*Instructions for the task*. Repeat every entry exactly. Do not include the pictures.

*Data for the task*.
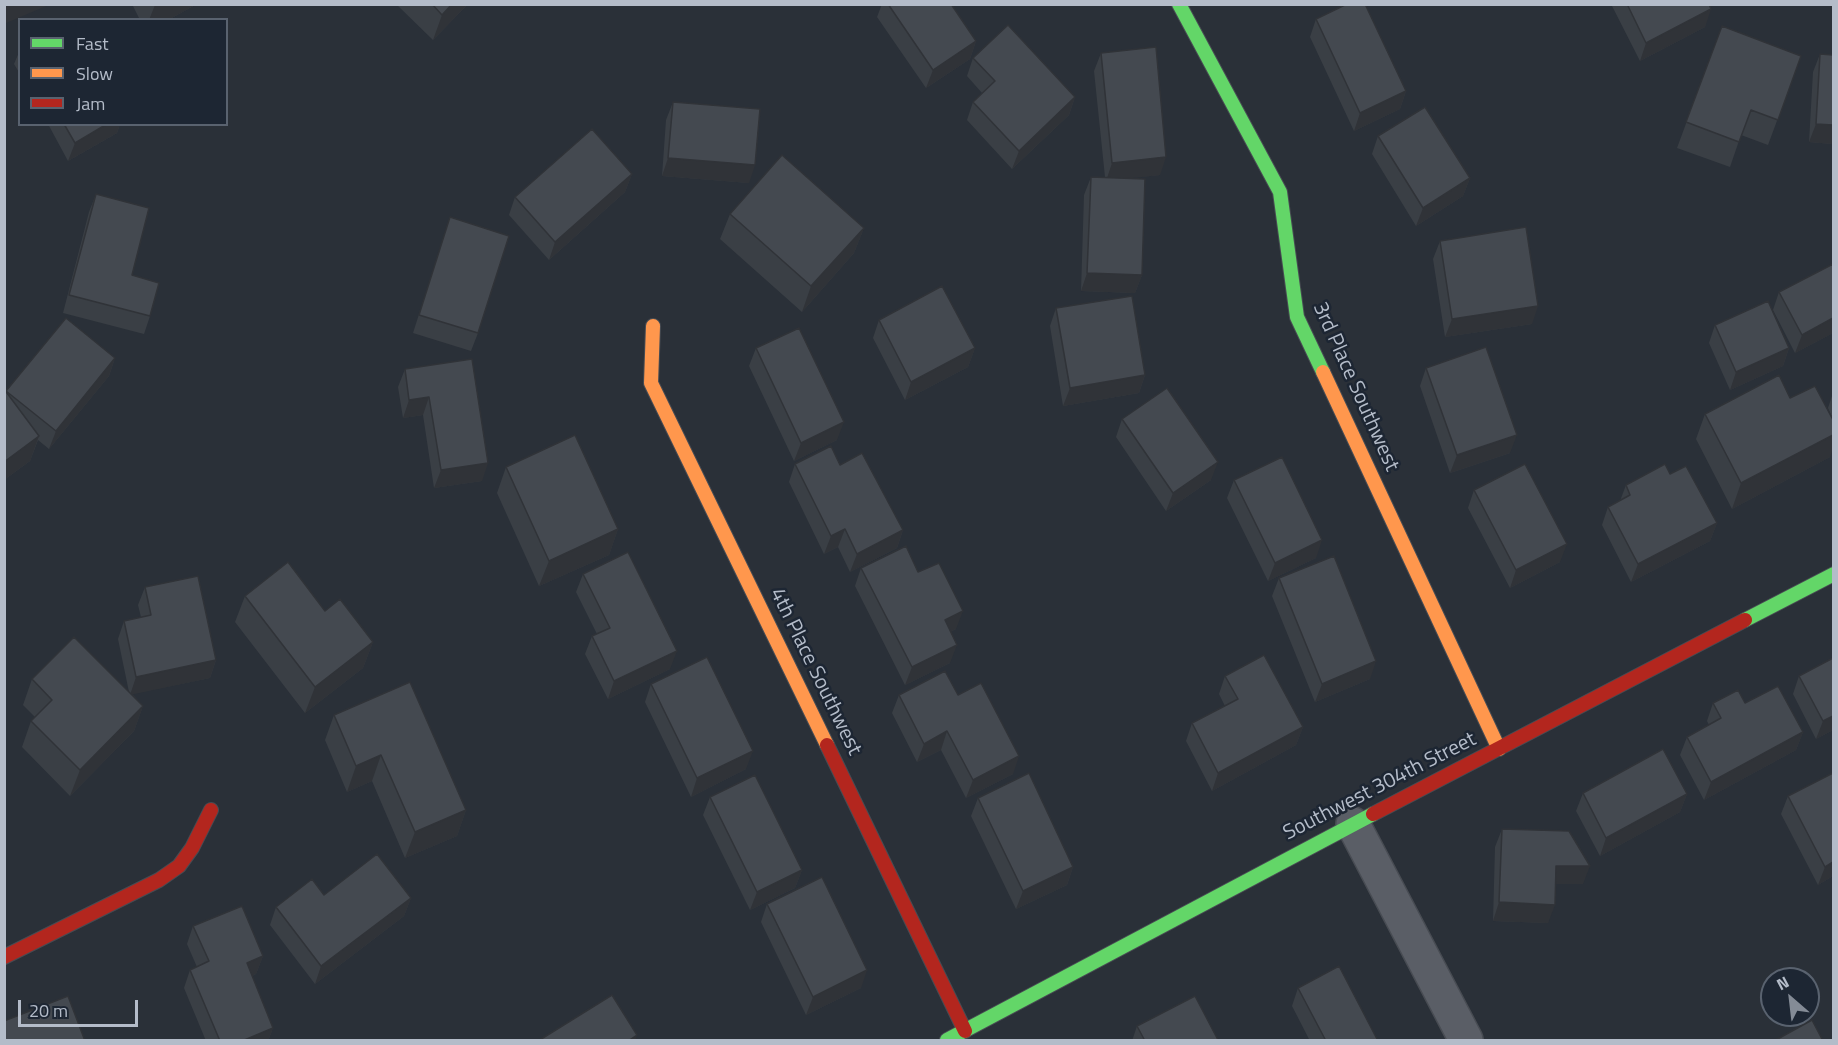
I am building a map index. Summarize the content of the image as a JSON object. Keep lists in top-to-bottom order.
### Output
{
  "streets": {
    "street": ["3rd Place Southwest", "4th Place Southwest", "Southwest 304th Street"]
  },
  "crossings": [
    ["3rd Place Southwest", "Southwest 304th Street"],
    ["4th Place Southwest", "Southwest 304th Street"]
  ],
  "legend": ["Fast", "Slow", "Jam"],
  "scale_bar": "20 m",
  "north": "top left"
}
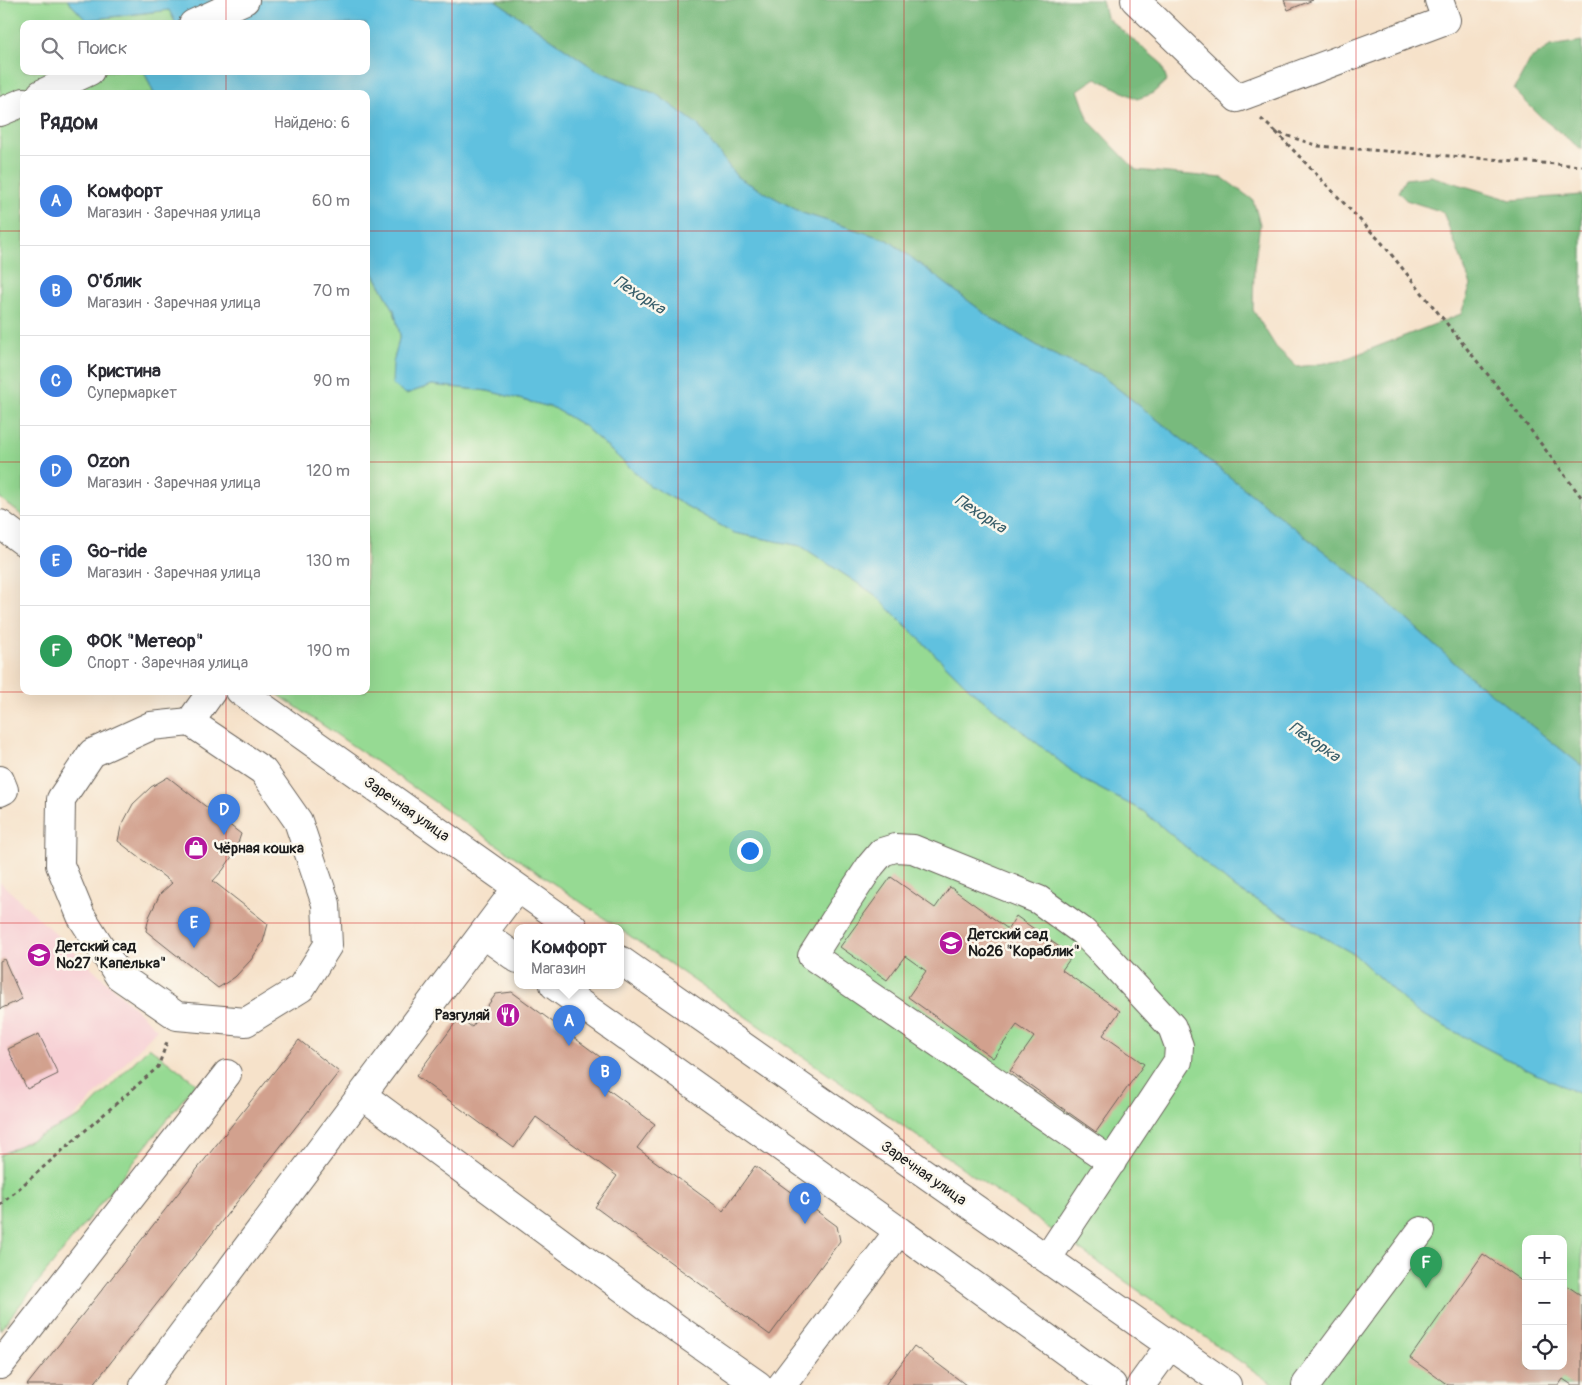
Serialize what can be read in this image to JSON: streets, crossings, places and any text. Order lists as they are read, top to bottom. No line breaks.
{"streets":{"street":["Заречная улица"]},"water":["Пехорка"],"places":{"shop":["Чёрная кошка"],"school or university":["Детский сад №26 \"Кораблик\"","Детский сад №27 \"Капелька\""],"restaurant":["Разгуляй"]},"page":{"search":"Поиск","heading":["Рядом","Найдено: 6"],"list":[{"mark":"A","name":"Комфорт","note":"Магазин · Заречная улица","value":"60 m"},{"mark":"B","name":"О'блик","note":"Магазин · Заречная улица","value":"70 m"},{"mark":"C","name":"Кристина","note":"Супермаркет","value":"90 m"},{"mark":"D","name":"Ozon","note":"Магазин · Заречная улица","value":"120 m"},{"mark":"E","name":"Go-ride","note":"Магазин · Заречная улица","value":"130 m"},{"mark":"F","name":"ФОК \"Метеор\"","note":"Спорт · Заречная улица","value":"190 m"}],"pins":["D","E","A","B","C","F"],"popup":["Комфорт","Магазин"],"map_buttons":["+","−"]}}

*Response*.
I am building a map index. Summarize the content of the image as a JSON object. Keep lists in top-to-bottom order.
### Output
{
  "streets": {
    "street": ["3rd Place Southwest", "4th Place Southwest", "Southwest 304th Street"]
  },
  "crossings": [
    ["3rd Place Southwest", "Southwest 304th Street"],
    ["4th Place Southwest", "Southwest 304th Street"]
  ],
  "legend": ["Fast", "Slow", "Jam"],
  "scale_bar": "20 m",
  "north": "top left"
}
Serialize what can be read in this image to JSON: streets, crossings, places and any text. Order lists as they are read, top to bottom. No line breaks.
{"streets":{"street":["Заречная улица"]},"water":["Пехорка"],"places":{"shop":["Чёрная кошка"],"school or university":["Детский сад №26 \"Кораблик\"","Детский сад №27 \"Капелька\""],"restaurant":["Разгуляй"]},"page":{"search":"Поиск","heading":["Рядом","Найдено: 6"],"list":[{"mark":"A","name":"Комфорт","note":"Магазин · Заречная улица","value":"60 m"},{"mark":"B","name":"О'блик","note":"Магазин · Заречная улица","value":"70 m"},{"mark":"C","name":"Кристина","note":"Супермаркет","value":"90 m"},{"mark":"D","name":"Ozon","note":"Магазин · Заречная улица","value":"120 m"},{"mark":"E","name":"Go-ride","note":"Магазин · Заречная улица","value":"130 m"},{"mark":"F","name":"ФОК \"Метеор\"","note":"Спорт · Заречная улица","value":"190 m"}],"pins":["D","E","A","B","C","F"],"popup":["Комфорт","Магазин"],"map_buttons":["+","−"]}}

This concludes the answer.